* _EXERCISE PROMPT_
Print the lines that run from the line with "margin:0; padding:0; list-style:none" to the line with "flex:none; width:22px; height:22px;", keeping both end lines, exactly as they appear in the entries below, and nothing else.

* _GIVEN DATA_
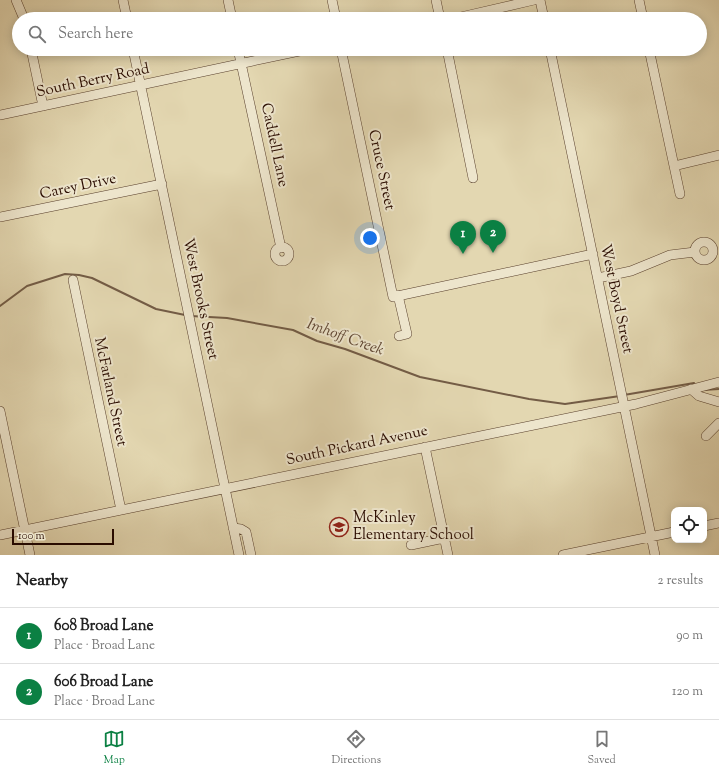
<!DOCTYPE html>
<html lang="en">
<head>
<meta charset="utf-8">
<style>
  :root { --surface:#fff; --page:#f2f2f2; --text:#222; --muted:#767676; --line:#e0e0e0; --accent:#0b8043 }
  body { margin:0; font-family:"Sorts Mill Goudy",serif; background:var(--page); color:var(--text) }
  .controls { position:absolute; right:12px; bottom:12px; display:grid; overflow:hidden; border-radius:8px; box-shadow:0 2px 10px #0003 }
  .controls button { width:36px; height:36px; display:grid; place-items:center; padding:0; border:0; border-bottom:1px solid var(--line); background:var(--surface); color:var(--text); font:20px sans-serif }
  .scale { position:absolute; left:12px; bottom:10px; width:102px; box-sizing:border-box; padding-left:4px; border:2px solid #2a0c00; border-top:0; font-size:11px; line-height:14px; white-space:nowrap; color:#2a0c00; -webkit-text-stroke:3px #ede5cc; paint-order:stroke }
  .you { position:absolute; left:370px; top:238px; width:14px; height:14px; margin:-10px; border:3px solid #fff; border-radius:50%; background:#1a73e8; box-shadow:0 0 0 6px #1a73e833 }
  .badge { display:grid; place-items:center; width:26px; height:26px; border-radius:50%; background:var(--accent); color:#fff; font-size:13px; font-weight:700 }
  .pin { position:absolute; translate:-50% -33px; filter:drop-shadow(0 1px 2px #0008) }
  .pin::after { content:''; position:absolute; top:21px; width:14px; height:12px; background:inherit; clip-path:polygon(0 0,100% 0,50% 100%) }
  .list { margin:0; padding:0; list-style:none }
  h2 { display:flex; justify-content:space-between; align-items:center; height:52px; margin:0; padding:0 16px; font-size:17px }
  h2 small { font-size:13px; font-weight:400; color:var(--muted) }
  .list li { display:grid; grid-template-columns:26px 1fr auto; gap:12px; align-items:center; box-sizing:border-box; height:56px; padding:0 16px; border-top:1px solid var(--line) }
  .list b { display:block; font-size:15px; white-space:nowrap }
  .list p { margin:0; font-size:13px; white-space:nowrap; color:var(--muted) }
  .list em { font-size:13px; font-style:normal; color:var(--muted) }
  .icon { flex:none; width:22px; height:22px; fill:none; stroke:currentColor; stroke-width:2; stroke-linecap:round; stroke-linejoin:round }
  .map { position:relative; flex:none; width:719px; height:555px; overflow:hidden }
  .search { position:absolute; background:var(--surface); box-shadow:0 2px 10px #0003; left:12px; right:12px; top:12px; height:44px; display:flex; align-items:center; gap:10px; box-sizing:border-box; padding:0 14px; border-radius:22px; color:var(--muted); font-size:15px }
  .sheet { height:164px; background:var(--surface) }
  nav { display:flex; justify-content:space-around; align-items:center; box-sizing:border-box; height:56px; border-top:1px solid var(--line); background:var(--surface); font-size:11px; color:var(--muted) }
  nav a { display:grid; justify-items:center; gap:2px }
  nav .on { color:var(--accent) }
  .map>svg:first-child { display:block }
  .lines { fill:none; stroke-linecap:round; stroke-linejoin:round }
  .stream { stroke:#735c46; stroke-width:2 }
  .minor-casing { stroke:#583f2c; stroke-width:10 }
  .minor { stroke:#ede5cc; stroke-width:9 }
  .labels { text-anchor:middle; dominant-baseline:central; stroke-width:4; stroke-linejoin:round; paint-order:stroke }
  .street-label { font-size:15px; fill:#2a0c00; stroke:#ede5cc }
  .poi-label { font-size:15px; fill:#2a0c00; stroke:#ede5cc; text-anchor:start }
  .water-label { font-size:16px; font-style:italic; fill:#614835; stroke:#ede5cc }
</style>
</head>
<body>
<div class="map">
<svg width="719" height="555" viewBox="0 0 719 555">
  <rect width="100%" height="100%" fill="#e3d7b1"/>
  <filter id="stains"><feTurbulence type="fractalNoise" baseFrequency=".005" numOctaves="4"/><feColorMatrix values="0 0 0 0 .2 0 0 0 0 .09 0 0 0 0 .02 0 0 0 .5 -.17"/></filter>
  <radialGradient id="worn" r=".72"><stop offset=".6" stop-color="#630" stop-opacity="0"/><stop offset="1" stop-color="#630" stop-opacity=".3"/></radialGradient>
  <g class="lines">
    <path class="stream" d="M0,306L27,286L65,274L79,275L92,278L156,309L185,315
      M191,316L227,318L293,330L317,341L345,349L420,377L529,399L565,404L620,396
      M703,390L719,389
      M624,395L694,383"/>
    <defs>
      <path id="minor" d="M16,0L24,19
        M123,0L127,19
        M228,0L232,19
        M332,0L336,19
        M436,0L440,19
        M540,0L544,19
        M639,0L643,19
        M452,19L534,0
        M31,49L43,106
        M133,49L239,555
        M238,49L281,248
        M341,49L393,297L593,254
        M447,49L473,178
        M550,49L655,555
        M649,49L680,194
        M0,115L309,49
        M674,166L719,155
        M0,217L162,184
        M695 251a9 9 0 1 1 18 0a9 9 0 1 1-18 0Z
        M275 254a7 7 0 1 1 14 0a7 7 0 1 1-14 0Z
        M598,278L631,271L670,255L695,252
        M73,280L121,510
        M398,295L407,334L399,336
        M691,389L699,396L719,402
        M0,411L30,555
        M706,436L719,423
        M425,447L448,555
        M704,526L719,523
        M233,528L241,529L246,532L251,555
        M0,535L636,404L719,382
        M411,545L444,538
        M563,555L674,532"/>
    </defs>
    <use href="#minor" class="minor-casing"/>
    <use href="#minor" class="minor"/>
  </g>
  <defs>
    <symbol id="school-ring" viewBox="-11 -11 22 22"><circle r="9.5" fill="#ede5cc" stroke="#8f2418" stroke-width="1.5"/><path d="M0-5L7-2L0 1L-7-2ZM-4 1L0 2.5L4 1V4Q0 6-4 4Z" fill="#8f2418"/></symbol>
  </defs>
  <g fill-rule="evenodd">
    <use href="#school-ring" x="328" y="516" width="22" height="22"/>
  </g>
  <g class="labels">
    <g class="street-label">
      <text transform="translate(93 81) rotate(-12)">South Berry Road</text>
      <text transform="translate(274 145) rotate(78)">Caddell Lane</text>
      <text transform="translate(381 170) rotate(78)">Cruce Street</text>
      <text transform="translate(78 187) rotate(-12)">Carey Drive</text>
      <text transform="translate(200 299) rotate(78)">West Brooks Street</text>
      <text transform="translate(616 299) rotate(78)">West Boyd Street</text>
      <text transform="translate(110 392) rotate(78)">McFarland Street</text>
      <text transform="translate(357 446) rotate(-12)">South Pickard Avenue</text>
    </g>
    <g class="poi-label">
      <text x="353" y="518">McKinley<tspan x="353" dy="17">Elementary School</tspan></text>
    </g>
    <g class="water-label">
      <text transform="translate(345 338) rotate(20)">Imhoff Creek</text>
    </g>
  </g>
  <rect width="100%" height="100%" filter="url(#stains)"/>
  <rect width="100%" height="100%" fill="url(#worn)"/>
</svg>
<div class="controls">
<button><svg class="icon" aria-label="locate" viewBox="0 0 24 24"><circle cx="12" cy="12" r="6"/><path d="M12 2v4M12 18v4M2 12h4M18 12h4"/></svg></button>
</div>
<div class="scale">100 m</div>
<div class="you"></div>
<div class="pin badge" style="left:463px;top:254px">1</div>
<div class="pin badge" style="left:493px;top:253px">2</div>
<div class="search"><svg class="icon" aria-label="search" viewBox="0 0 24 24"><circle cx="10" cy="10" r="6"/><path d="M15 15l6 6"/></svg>Search here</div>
</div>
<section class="sheet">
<h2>Nearby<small>2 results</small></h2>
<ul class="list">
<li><span class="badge">1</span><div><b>608 Broad Lane</b><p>Place · Broad Lane</p></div><em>90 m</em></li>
<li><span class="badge">2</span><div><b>606 Broad Lane</b><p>Place · Broad Lane</p></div><em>120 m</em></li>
</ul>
</section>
<nav>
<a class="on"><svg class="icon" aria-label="map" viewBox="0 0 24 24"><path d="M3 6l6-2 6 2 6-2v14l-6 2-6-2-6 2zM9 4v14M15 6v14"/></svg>Map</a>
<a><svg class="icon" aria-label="directions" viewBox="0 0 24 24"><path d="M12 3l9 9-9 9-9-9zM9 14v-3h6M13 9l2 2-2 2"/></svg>Directions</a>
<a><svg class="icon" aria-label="saved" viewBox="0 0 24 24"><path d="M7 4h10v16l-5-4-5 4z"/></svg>Saved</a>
</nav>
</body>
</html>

* _EXERCISE SOLUTION_
  .list { margin:0; padding:0; list-style:none }
  h2 { display:flex; justify-content:space-between; align-items:center; height:52px; margin:0; padding:0 16px; font-size:17px }
  h2 small { font-size:13px; font-weight:400; color:var(--muted) }
  .list li { display:grid; grid-template-columns:26px 1fr auto; gap:12px; align-items:center; box-sizing:border-box; height:56px; padding:0 16px; border-top:1px solid var(--line) }
  .list b { display:block; font-size:15px; white-space:nowrap }
  .list p { margin:0; font-size:13px; white-space:nowrap; color:var(--muted) }
  .list em { font-size:13px; font-style:normal; color:var(--muted) }
  .icon { flex:none; width:22px; height:22px; fill:none; stroke:currentColor; stroke-width:2; stroke-linecap:round; stroke-linejoin:round }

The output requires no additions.